For analyzing sensor data, often not only the individual measurements of sensors are of interest, but also aggregated data for groups of sensors. When monitoring energy consumption in industrial facilities, for example, comparing the total consumption of machine types often provides better insights than comparing the consumption of all individual machines. Additionally, it may be necessary to combine groups further into larger groups and adjust these group hierarchies at runtime.

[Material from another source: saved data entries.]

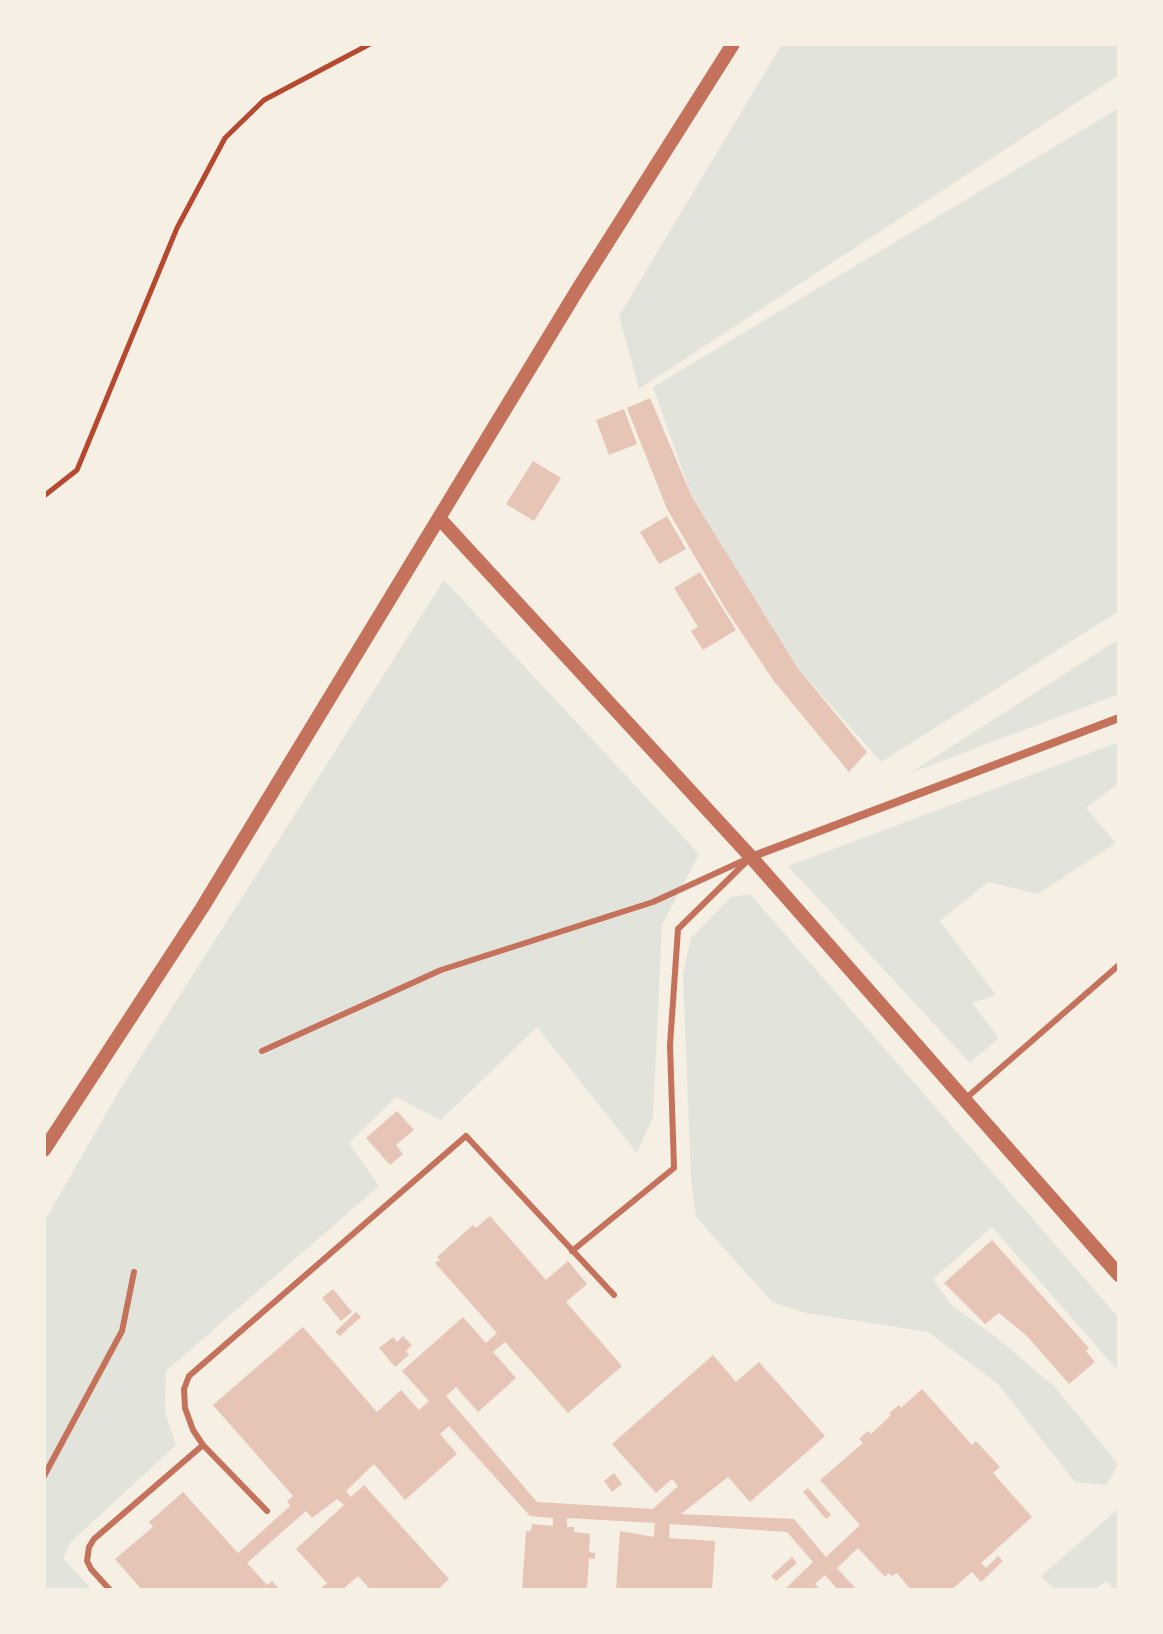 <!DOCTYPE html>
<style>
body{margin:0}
#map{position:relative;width:1163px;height:1634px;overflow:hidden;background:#f6efe4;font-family:Bitter,serif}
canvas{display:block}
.frame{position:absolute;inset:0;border:46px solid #f6efe4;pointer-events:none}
</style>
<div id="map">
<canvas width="1163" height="1634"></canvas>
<div class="frame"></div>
</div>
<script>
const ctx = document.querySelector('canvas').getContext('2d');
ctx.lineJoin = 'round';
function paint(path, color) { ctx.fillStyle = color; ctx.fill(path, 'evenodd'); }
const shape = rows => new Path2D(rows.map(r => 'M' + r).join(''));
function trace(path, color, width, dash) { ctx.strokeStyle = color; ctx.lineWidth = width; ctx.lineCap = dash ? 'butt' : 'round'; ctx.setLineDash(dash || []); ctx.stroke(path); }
const green = shape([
 [782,44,1119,44,1119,75,639,389,619,316],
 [1119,108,1119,611,881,762,797,667,692,497,653,387],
 [444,580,699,854,662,925,653,1117,637,1153,537,1027,441,1120,396,1097,349,1143,379,1186,166,1371,165,1412,176,1445,71,1542,63,1558,92,1590,44,1590,44,1222,119,1091],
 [1119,639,1119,694,910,773],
 [1119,742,1119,783,1086,808,1116,843,1038,894,988,882,940,921,996,995,972,1003,999,1038,970,1063,788,866],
 [750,894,1119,1318,1119,1372,992,1227,933,1279,952,1306,996,1337,1055,1387,1118,1464,1107,1485,1075,1482,998,1384,928,1332,806,1313,772,1302,696,1217,691,1179,683,974,691,938,731,897],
 [1119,1508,1119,1590,1114,1590,1107,1581,1093,1590,1055,1590,1041,1576]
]);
const building = shape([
 [650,398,692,497,797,667,867,752,849,772,773,680,725,608,667,509,627,408],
 [624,409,637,444,609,455,596,420],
 [533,461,561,478,534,521,506,504],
 [667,516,686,549,659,564,640,532],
 [700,572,736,630,703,650,691,631,698,627,674,588],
 [397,1111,414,1130,396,1145,403,1154,390,1165,366,1138],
 [490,1216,546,1280,568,1261,587,1284,566,1302,622,1366,568,1413,505,1342,493,1352,516,1378,478,1412,456,1387,446,1396,537,1502,653,1509,678,1486,672,1479,656,1493,612,1444,713,1355,736,1382,759,1362,825,1436,750,1502,728,1477,681,1514,794,1519,826,1557,860,1525,820,1480,863,1443,859,1439,868,1431,871,1434,891,1415,889,1413,899,1405,901,1408,922,1389,972,1445,976,1441,1000,1467,993,1473,1032,1517,981,1563,986,1568,998,1556,1003,1561,981,1582,972,1572,951,1590,911,1590,897,1573,892,1576,889,1573,885,1577,858,1548,837,1568,857,1590,838,1590,825,1575,815,1584,821,1590,784,1590,813,1562,787,1532,670,1524,669,1538,715,1541,712,1590,616,1590,620,1531,654,1537,655,1523,567,1518,567,1527,574,1527,574,1532,590,1534,589,1552,595,1553,595,1559,589,1558,587,1590,522,1590,526,1531,531,1531,532,1524,553,1526,553,1518,530,1516,449,1426,440,1434,457,1454,405,1500,374,1464,346,1491,351,1497,364,1485,449,1579,437,1590,371,1590,358,1576,342,1590,319,1590,327,1583,296,1549,344,1505,337,1499,312,1518,306,1511,247,1563,267,1585,272,1581,280,1590,142,1590,115,1559,153,1527,149,1522,183,1492,238,1553,290,1506,287,1501,293,1496,213,1405,303,1327,377,1412,401,1390,419,1410,429,1401,402,1371,463,1317,486,1343,497,1333,435,1263,440,1260,437,1257,473,1225,476,1228],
 [992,1240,1089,1348,1086,1351,1095,1362,1069,1384,1027,1336,999,1313,985,1324,944,1283],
 [333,1289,352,1312,341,1321,322,1298],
 [356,1312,361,1317,340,1336,335,1332],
 [403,1336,412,1345,406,1351,409,1355,395,1367,379,1348,393,1337,397,1342],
 [614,1473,622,1484,612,1492,604,1481],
 [808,1488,831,1515,826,1519,803,1492],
 [792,1557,797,1563,776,1581,771,1576]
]);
const path = shape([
 [44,496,77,470,177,228,225,138,264,100,370,44]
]);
const service = shape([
 [262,1051,441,970,653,902,749,858],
 [964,1100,1119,965],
 [572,1251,674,1168,670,1045,678,929,747,861],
 [203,1445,267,1511],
 [44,1476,122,1331,134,1272],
 [110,1590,91,1569,87,1561,89,1547,94,1539,203,1445,193,1430,185,1408,184,1389,189,1376,466,1136,614,1295]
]);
const minor = shape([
 [751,857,1119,718]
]);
const tertiary = shape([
 [439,518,751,857,1119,1275],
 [44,1150,202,908,578,289,733,44]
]);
paint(green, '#e2e4dc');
paint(building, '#e6c5b7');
trace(path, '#b5482f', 5);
trace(service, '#c5725c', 6);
trace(minor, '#c5725c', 8);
trace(tertiary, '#c5725c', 14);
</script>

The dataflow architecture requires two input data streams: a stream of sensor measurements and a stream tracking changes to the hierarchies of sensor groups. In the consecutive steps, both streams are joined, measurements are duplicated for each relevant group, assigned to time windows, and the measurements for all sensors in a group per window are aggregated. Finally, the aggregation results are exposed via a new data stream. Additionally, the output stream is fed back as an input stream in order to compute aggregations for groups containing subgroups. To also support unknown record frequencies, this dataflow architecture can be configured to use sliding windows instead of tumbling windows (see further reading).
- S. Henning and W. Hasselbring. “Theodolite: Scalability Benchmarking of Distributed Stream Processing Engines in Microservice Architectures”. In: Big Data Research 25. 2021. DOI: 10.1016/j.bdr.2021.100209.
- S. Henning and W. Hasselbring. “Scalable and reliable multi-dimensional sensor data aggregation in data-streaming architectures”. In: Data-Enabled Discovery and Applications 4.1. 2020. DOI: 10.1007/s41688-020-00041-3.